(Collected data entries)
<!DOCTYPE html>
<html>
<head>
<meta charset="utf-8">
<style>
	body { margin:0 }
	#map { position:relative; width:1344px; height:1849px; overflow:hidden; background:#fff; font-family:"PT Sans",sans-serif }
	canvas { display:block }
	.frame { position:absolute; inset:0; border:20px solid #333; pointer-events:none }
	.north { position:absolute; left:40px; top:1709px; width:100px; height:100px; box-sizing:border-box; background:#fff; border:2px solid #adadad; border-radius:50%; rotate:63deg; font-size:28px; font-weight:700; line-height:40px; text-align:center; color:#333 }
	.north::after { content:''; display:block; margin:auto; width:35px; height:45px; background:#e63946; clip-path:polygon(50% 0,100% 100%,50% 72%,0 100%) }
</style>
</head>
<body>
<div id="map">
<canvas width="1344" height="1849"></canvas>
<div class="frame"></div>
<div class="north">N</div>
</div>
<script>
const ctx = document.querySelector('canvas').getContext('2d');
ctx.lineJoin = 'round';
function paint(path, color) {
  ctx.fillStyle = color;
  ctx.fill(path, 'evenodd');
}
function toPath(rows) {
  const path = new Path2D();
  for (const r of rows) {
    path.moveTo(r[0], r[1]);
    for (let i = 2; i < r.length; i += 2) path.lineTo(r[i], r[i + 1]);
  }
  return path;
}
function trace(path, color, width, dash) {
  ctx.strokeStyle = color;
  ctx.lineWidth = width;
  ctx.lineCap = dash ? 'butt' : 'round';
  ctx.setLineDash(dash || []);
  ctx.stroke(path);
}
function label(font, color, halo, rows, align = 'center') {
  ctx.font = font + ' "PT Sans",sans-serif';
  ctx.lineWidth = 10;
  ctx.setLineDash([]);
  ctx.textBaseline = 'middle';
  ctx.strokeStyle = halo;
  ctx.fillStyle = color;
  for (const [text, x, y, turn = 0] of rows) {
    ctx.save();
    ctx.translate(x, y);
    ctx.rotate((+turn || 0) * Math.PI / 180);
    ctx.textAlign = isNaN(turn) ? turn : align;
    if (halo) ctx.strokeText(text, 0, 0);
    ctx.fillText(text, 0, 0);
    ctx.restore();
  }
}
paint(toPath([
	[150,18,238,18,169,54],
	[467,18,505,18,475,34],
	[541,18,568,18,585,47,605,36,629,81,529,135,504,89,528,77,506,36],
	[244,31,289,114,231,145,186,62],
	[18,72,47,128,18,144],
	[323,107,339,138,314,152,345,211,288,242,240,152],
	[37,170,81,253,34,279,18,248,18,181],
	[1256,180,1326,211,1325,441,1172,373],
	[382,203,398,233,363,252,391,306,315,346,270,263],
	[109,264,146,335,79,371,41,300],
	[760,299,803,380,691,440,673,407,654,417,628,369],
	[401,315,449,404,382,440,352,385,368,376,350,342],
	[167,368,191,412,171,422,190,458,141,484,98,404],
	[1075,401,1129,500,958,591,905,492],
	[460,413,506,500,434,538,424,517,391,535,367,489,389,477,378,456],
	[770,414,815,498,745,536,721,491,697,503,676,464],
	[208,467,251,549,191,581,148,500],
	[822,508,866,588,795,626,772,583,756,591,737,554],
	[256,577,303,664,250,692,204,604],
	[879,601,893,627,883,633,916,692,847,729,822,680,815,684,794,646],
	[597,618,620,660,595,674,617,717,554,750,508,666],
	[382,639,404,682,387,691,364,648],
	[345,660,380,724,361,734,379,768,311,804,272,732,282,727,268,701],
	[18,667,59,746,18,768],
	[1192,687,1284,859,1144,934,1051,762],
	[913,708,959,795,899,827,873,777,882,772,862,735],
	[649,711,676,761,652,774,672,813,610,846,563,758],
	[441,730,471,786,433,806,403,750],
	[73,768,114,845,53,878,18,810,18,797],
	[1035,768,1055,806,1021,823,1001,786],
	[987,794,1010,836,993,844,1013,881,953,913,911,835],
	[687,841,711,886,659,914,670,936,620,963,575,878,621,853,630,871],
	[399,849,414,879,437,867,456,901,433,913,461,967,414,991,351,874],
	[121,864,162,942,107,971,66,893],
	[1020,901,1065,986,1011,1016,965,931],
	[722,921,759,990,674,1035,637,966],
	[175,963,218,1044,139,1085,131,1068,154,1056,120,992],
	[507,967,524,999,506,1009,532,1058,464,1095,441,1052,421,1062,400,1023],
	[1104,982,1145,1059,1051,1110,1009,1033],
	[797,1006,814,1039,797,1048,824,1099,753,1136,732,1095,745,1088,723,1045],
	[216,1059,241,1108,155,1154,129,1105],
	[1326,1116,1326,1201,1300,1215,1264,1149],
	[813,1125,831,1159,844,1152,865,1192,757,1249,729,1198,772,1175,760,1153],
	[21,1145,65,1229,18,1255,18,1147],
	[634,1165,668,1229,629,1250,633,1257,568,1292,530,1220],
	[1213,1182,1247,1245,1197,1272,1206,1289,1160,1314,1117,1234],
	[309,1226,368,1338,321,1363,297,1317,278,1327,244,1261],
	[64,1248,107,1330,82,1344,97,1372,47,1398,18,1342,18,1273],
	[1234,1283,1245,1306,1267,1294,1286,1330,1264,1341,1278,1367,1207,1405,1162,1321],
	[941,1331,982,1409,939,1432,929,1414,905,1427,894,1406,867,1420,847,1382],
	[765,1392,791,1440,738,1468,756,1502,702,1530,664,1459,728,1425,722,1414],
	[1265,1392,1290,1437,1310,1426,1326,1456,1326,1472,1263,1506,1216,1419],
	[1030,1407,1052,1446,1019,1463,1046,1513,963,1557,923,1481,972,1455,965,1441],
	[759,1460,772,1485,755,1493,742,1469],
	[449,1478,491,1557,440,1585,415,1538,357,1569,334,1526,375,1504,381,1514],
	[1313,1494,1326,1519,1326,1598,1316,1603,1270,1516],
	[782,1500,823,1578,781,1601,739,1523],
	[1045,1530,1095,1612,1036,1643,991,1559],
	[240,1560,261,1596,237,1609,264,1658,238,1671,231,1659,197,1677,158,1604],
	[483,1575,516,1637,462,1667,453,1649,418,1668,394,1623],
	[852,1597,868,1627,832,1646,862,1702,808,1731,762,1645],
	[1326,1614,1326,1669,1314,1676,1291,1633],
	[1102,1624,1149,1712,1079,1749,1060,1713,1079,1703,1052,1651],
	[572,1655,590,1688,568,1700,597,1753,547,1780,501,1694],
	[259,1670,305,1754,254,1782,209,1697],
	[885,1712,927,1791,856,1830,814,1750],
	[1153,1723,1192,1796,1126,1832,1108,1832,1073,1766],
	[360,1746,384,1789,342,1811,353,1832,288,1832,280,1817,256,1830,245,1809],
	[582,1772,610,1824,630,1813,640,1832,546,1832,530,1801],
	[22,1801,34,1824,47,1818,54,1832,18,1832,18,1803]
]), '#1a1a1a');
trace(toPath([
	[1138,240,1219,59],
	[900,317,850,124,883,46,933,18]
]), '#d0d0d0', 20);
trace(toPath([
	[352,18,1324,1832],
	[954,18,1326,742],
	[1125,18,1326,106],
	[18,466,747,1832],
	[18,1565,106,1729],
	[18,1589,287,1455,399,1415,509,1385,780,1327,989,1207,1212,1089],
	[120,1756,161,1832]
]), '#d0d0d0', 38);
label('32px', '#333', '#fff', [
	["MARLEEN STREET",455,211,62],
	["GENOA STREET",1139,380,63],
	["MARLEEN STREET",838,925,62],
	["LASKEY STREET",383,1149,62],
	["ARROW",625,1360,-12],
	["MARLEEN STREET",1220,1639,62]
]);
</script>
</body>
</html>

◆ What this task involves: Your answer should be the number of lines in the records that contain the word "setLineDash", with nothing added.

◆ Answer: 2